*** INPUT RECORDS ***
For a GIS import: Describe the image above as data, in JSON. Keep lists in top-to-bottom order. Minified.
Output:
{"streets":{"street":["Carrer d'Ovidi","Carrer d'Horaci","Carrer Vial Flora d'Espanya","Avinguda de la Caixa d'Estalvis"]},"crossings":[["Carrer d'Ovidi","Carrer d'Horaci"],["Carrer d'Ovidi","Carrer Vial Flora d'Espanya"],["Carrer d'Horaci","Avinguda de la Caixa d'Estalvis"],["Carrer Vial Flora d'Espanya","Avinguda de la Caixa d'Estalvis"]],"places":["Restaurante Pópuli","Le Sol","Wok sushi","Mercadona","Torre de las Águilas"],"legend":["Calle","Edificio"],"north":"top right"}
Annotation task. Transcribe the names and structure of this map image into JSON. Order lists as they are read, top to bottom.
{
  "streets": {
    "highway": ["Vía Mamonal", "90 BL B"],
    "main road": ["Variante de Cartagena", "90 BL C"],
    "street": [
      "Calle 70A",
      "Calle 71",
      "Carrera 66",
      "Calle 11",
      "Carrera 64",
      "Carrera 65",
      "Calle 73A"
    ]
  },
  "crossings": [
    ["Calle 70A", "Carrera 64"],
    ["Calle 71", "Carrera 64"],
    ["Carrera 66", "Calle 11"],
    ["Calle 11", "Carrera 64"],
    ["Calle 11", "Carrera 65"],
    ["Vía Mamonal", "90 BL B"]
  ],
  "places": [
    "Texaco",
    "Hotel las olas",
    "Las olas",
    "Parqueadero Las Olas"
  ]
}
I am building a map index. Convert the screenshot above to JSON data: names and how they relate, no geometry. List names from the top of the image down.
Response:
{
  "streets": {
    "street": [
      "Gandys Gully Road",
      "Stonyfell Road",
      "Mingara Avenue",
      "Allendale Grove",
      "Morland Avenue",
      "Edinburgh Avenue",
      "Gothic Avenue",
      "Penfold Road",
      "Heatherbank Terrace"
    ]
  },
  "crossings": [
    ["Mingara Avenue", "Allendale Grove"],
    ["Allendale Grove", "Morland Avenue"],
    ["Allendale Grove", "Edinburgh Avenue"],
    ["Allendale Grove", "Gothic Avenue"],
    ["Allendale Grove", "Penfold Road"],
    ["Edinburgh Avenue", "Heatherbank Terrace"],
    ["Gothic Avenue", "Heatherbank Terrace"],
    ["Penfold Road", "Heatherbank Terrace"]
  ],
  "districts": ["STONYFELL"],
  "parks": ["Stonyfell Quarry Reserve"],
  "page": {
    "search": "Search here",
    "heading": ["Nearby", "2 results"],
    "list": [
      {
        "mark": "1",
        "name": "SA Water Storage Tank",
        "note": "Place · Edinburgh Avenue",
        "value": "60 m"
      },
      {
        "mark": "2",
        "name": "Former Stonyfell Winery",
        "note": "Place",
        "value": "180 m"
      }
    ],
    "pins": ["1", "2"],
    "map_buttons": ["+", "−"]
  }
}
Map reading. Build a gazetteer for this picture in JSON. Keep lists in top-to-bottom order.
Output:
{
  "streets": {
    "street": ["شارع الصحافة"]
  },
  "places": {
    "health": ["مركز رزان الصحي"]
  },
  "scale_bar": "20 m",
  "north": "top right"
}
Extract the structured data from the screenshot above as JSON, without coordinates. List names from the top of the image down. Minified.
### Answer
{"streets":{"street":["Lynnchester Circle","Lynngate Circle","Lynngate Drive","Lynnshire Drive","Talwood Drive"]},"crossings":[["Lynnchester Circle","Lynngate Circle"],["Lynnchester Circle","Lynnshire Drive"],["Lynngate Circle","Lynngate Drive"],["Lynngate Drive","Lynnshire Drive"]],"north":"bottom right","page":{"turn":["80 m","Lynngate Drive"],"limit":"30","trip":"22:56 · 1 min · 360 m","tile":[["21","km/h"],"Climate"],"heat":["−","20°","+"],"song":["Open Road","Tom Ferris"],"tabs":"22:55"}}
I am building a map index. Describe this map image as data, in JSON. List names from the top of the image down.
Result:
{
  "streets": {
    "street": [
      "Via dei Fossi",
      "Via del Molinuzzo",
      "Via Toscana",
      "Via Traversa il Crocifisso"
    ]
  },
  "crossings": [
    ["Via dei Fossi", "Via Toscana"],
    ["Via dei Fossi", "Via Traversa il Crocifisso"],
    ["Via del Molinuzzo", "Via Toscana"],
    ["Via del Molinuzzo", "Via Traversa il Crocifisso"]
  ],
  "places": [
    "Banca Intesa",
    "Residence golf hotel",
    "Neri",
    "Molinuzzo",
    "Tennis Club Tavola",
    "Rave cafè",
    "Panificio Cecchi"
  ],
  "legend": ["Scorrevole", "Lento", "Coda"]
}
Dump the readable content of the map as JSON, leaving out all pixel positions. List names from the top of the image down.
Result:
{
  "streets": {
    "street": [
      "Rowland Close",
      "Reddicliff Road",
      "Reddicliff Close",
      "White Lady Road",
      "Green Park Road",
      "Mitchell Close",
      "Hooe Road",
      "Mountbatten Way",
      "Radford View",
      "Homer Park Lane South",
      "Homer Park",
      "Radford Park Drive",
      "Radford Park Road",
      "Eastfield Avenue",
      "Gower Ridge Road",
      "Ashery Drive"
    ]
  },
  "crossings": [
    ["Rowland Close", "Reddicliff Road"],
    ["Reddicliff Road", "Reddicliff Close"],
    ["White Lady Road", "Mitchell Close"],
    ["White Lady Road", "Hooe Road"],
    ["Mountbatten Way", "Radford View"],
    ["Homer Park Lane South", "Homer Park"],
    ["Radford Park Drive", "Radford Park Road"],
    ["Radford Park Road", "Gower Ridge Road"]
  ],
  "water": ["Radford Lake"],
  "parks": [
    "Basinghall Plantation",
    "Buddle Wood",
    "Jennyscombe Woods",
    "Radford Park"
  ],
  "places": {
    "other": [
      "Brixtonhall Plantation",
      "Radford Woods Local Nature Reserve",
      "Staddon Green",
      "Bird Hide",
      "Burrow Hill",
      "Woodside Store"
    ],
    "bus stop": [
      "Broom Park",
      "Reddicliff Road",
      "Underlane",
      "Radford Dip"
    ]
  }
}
***
▸ PROBLEM TO SOLVE
Whatever appears in the data above should be set down again exactly.

▸ SOLUTION TO THIS EXERCISE
For a GIS import: Describe the image above as data, in JSON. Keep lists in top-to-bottom order. Minified.
Output:
{"streets":{"street":["Carrer d'Ovidi","Carrer d'Horaci","Carrer Vial Flora d'Espanya","Avinguda de la Caixa d'Estalvis"]},"crossings":[["Carrer d'Ovidi","Carrer d'Horaci"],["Carrer d'Ovidi","Carrer Vial Flora d'Espanya"],["Carrer d'Horaci","Avinguda de la Caixa d'Estalvis"],["Carrer Vial Flora d'Espanya","Avinguda de la Caixa d'Estalvis"]],"places":["Restaurante Pópuli","Le Sol","Wok sushi","Mercadona","Torre de las Águilas"],"legend":["Calle","Edificio"],"north":"top right"}
Annotation task. Transcribe the names and structure of this map image into JSON. Order lists as they are read, top to bottom.
{
  "streets": {
    "highway": ["Vía Mamonal", "90 BL B"],
    "main road": ["Variante de Cartagena", "90 BL C"],
    "street": [
      "Calle 70A",
      "Calle 71",
      "Carrera 66",
      "Calle 11",
      "Carrera 64",
      "Carrera 65",
      "Calle 73A"
    ]
  },
  "crossings": [
    ["Calle 70A", "Carrera 64"],
    ["Calle 71", "Carrera 64"],
    ["Carrera 66", "Calle 11"],
    ["Calle 11", "Carrera 64"],
    ["Calle 11", "Carrera 65"],
    ["Vía Mamonal", "90 BL B"]
  ],
  "places": [
    "Texaco",
    "Hotel las olas",
    "Las olas",
    "Parqueadero Las Olas"
  ]
}
I am building a map index. Convert the screenshot above to JSON data: names and how they relate, no geometry. List names from the top of the image down.
Response:
{
  "streets": {
    "street": [
      "Gandys Gully Road",
      "Stonyfell Road",
      "Mingara Avenue",
      "Allendale Grove",
      "Morland Avenue",
      "Edinburgh Avenue",
      "Gothic Avenue",
      "Penfold Road",
      "Heatherbank Terrace"
    ]
  },
  "crossings": [
    ["Mingara Avenue", "Allendale Grove"],
    ["Allendale Grove", "Morland Avenue"],
    ["Allendale Grove", "Edinburgh Avenue"],
    ["Allendale Grove", "Gothic Avenue"],
    ["Allendale Grove", "Penfold Road"],
    ["Edinburgh Avenue", "Heatherbank Terrace"],
    ["Gothic Avenue", "Heatherbank Terrace"],
    ["Penfold Road", "Heatherbank Terrace"]
  ],
  "districts": ["STONYFELL"],
  "parks": ["Stonyfell Quarry Reserve"],
  "page": {
    "search": "Search here",
    "heading": ["Nearby", "2 results"],
    "list": [
      {
        "mark": "1",
        "name": "SA Water Storage Tank",
        "note": "Place · Edinburgh Avenue",
        "value": "60 m"
      },
      {
        "mark": "2",
        "name": "Former Stonyfell Winery",
        "note": "Place",
        "value": "180 m"
      }
    ],
    "pins": ["1", "2"],
    "map_buttons": ["+", "−"]
  }
}
Map reading. Build a gazetteer for this picture in JSON. Keep lists in top-to-bottom order.
Output:
{
  "streets": {
    "street": ["شارع الصحافة"]
  },
  "places": {
    "health": ["مركز رزان الصحي"]
  },
  "scale_bar": "20 m",
  "north": "top right"
}
Extract the structured data from the screenshot above as JSON, without coordinates. List names from the top of the image down. Minified.
### Answer
{"streets":{"street":["Lynnchester Circle","Lynngate Circle","Lynngate Drive","Lynnshire Drive","Talwood Drive"]},"crossings":[["Lynnchester Circle","Lynngate Circle"],["Lynnchester Circle","Lynnshire Drive"],["Lynngate Circle","Lynngate Drive"],["Lynngate Drive","Lynnshire Drive"]],"north":"bottom right","page":{"turn":["80 m","Lynngate Drive"],"limit":"30","trip":"22:56 · 1 min · 360 m","tile":[["21","km/h"],"Climate"],"heat":["−","20°","+"],"song":["Open Road","Tom Ferris"],"tabs":"22:55"}}
I am building a map index. Describe this map image as data, in JSON. List names from the top of the image down.
Result:
{
  "streets": {
    "street": [
      "Via dei Fossi",
      "Via del Molinuzzo",
      "Via Toscana",
      "Via Traversa il Crocifisso"
    ]
  },
  "crossings": [
    ["Via dei Fossi", "Via Toscana"],
    ["Via dei Fossi", "Via Traversa il Crocifisso"],
    ["Via del Molinuzzo", "Via Toscana"],
    ["Via del Molinuzzo", "Via Traversa il Crocifisso"]
  ],
  "places": [
    "Banca Intesa",
    "Residence golf hotel",
    "Neri",
    "Molinuzzo",
    "Tennis Club Tavola",
    "Rave cafè",
    "Panificio Cecchi"
  ],
  "legend": ["Scorrevole", "Lento", "Coda"]
}
Dump the readable content of the map as JSON, leaving out all pixel positions. List names from the top of the image down.
Result:
{
  "streets": {
    "street": [
      "Rowland Close",
      "Reddicliff Road",
      "Reddicliff Close",
      "White Lady Road",
      "Green Park Road",
      "Mitchell Close",
      "Hooe Road",
      "Mountbatten Way",
      "Radford View",
      "Homer Park Lane South",
      "Homer Park",
      "Radford Park Drive",
      "Radford Park Road",
      "Eastfield Avenue",
      "Gower Ridge Road",
      "Ashery Drive"
    ]
  },
  "crossings": [
    ["Rowland Close", "Reddicliff Road"],
    ["Reddicliff Road", "Reddicliff Close"],
    ["White Lady Road", "Mitchell Close"],
    ["White Lady Road", "Hooe Road"],
    ["Mountbatten Way", "Radford View"],
    ["Homer Park Lane South", "Homer Park"],
    ["Radford Park Drive", "Radford Park Road"],
    ["Radford Park Road", "Gower Ridge Road"]
  ],
  "water": ["Radford Lake"],
  "parks": [
    "Basinghall Plantation",
    "Buddle Wood",
    "Jennyscombe Woods",
    "Radford Park"
  ],
  "places": {
    "other": [
      "Brixtonhall Plantation",
      "Radford Woods Local Nature Reserve",
      "Staddon Green",
      "Bird Hide",
      "Burrow Hill",
      "Woodside Store"
    ],
    "bus stop": [
      "Broom Park",
      "Reddicliff Road",
      "Underlane",
      "Radford Dip"
    ]
  }
}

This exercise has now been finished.